本書の著者の倉石武四郎さん(1997-1975)は、中国語学者で、東大・京大で学んだ後、戦前の北京にも在住し、日中学院も主宰していた。

この著で論じられる「漢字」は、主に中国での漢字のことである。つまり、表音であり表意である中国の唯一の文字のことである。日本では文字としては、漢字、カタカナ、ひらがなにローマ字まで使って表現するが、なにしろ中国では7万種類もの漢字を使ってコミュニケーションするのだから大変だ。「すべての漢字を知っているのは辞書だけだ」というのが正しい(というか、日本もそうだろうが、漢字がわからなければひらがなで書けば意味は通じる)。

そして、20世紀の初めの中国では8割の人が文盲で、このため日本や西欧に対して近代化が遅れた、と考えられていたようだ。本著の倉石さんも同様の意見を持っていて、おそろしいことに、難しい漢字を廃止し、読み方にしたがった表記をすべきだ、という固い決意を持っていたようだ。

そして、代替文字としてはABCDを使おうということで、中国国内の国論は決まっていて、何度も会議が行われていたようだが。もともと中国国内の発音(方言)の差が大きく、表記がまとまらないということになっていたようだ。

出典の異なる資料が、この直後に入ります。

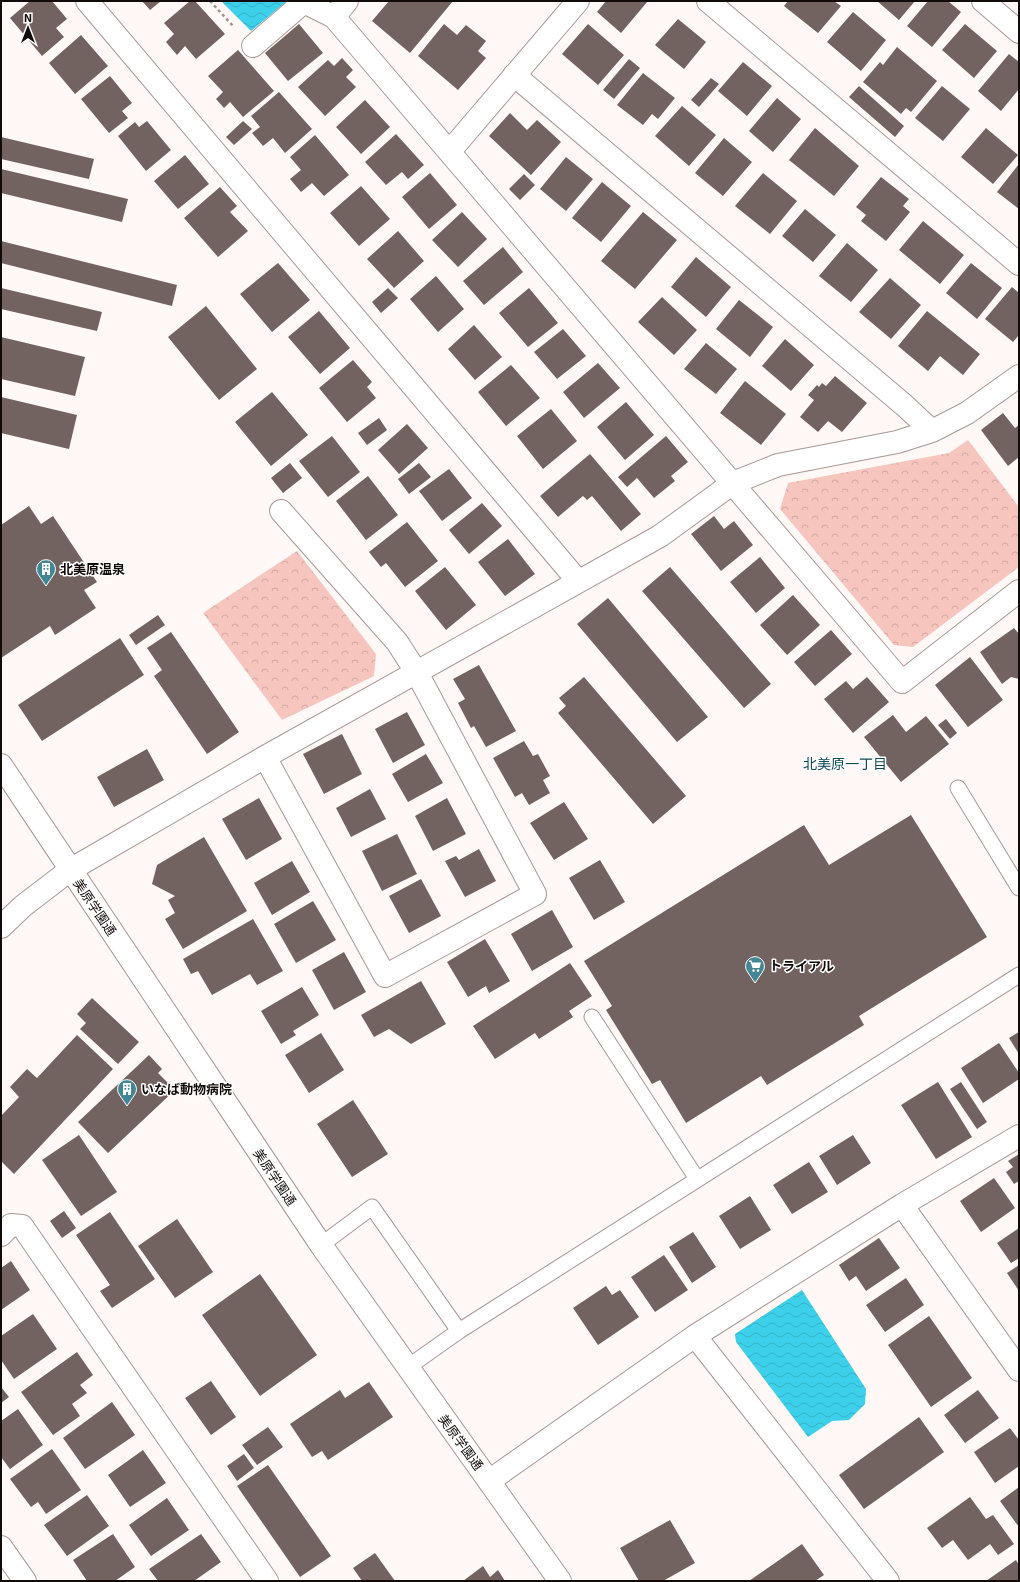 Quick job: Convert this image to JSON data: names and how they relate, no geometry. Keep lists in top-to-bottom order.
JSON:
{
  "streets": {
    "street": ["美原学園通"]
  },
  "districts": ["北美原一丁目"],
  "places": {
    "building": ["北美原温泉", "いなば動物病院"],
    "supermarket": ["トライアル"]
  },
  "north": "top"
} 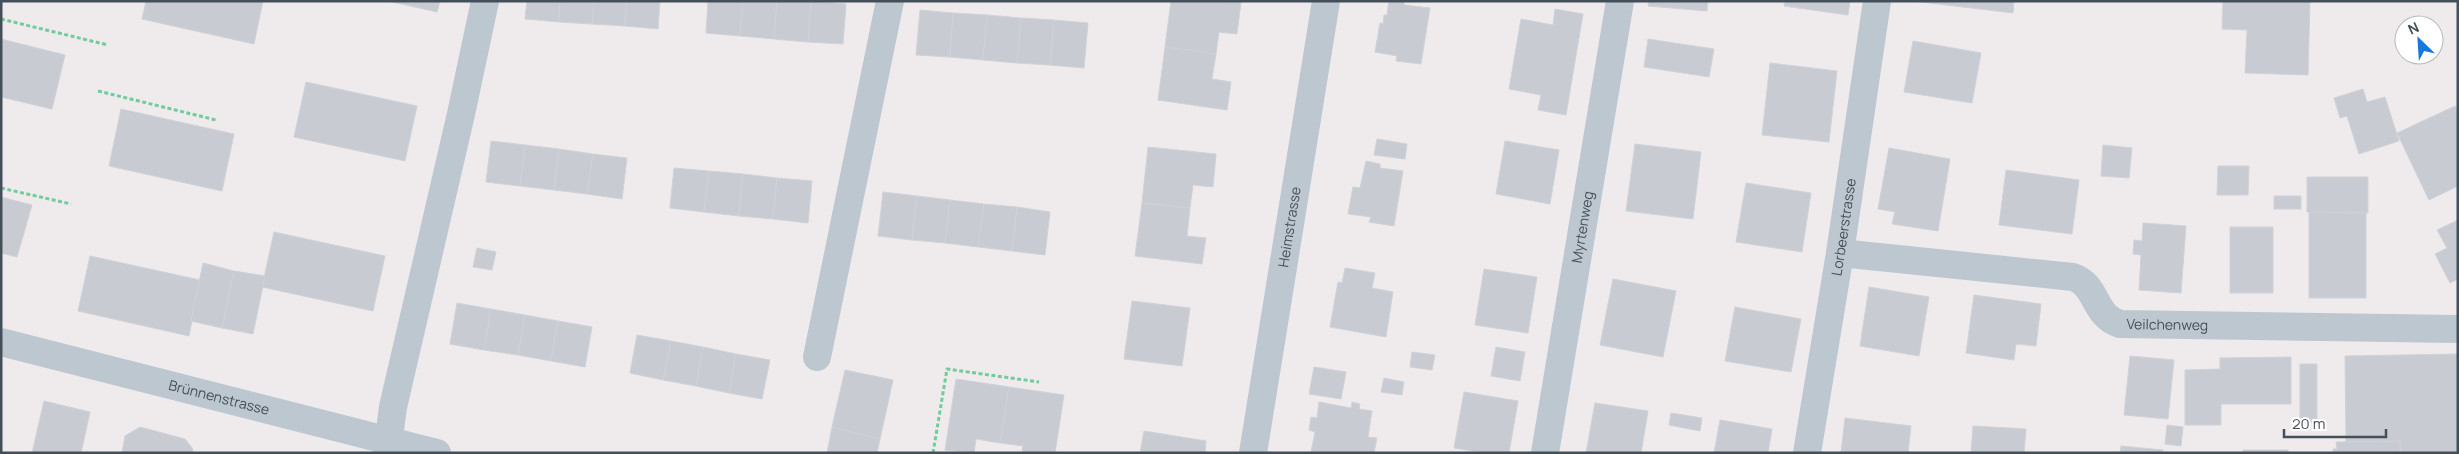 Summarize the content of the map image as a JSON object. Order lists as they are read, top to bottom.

そして、その後、中国は混乱。むしろ朝鮮半島の方が先に漢字を捨ててしまった(実際には読めないと困るので、みんな知っている)。

先生は、日本語もローマ字に統一するように主張するが、よほど漢字にコンプレックスがあったのだろうか。実際には、文字と文盲率に相関関係があるのかどうかは微妙な問題で、文字の質の点でいえばもっと難しい日本では、文盲率は皆無に近いだろうし、単なる28字の表音文字のアラビア語圏の文盲率は、きわめて高い。

本書の中でも、福沢諭吉が「二千程度の漢字を必須としておけばいいのではないか」と主張していたことを記載されていて、結局は福沢の慧眼力に感心することになる。彼の言うとおりになっていれば漢検3級であり、古代中国に近づこうとするものは、漢検1級にチャレンジすればいい、ということになる。

実は、その福沢諭吉だが、2013年12月12日付「大阪の医学のあゆみ」の中で、緒方洪庵の弟子だったことを書いたのだが、その後、緒方洪庵のことをもう少し調べていると、実のこどもが13人(内4名は早世)もいたにもかかわらず、優秀な弟子には「緒方」という姓を与えていたそうだ。政治家の緒方竹虎氏の先祖や国連の緒方貞子氏の御主人の先祖なども、その緒方拝命組のようだ。

となると、弟子なのに緒方を認めてもらえない諭吉はそれほど緒方洪庵からは高く買われていなかったのだろうかと推論することになるが、弟子は師匠を超えていると内心思っていてノーサンキューしたのかもしれない。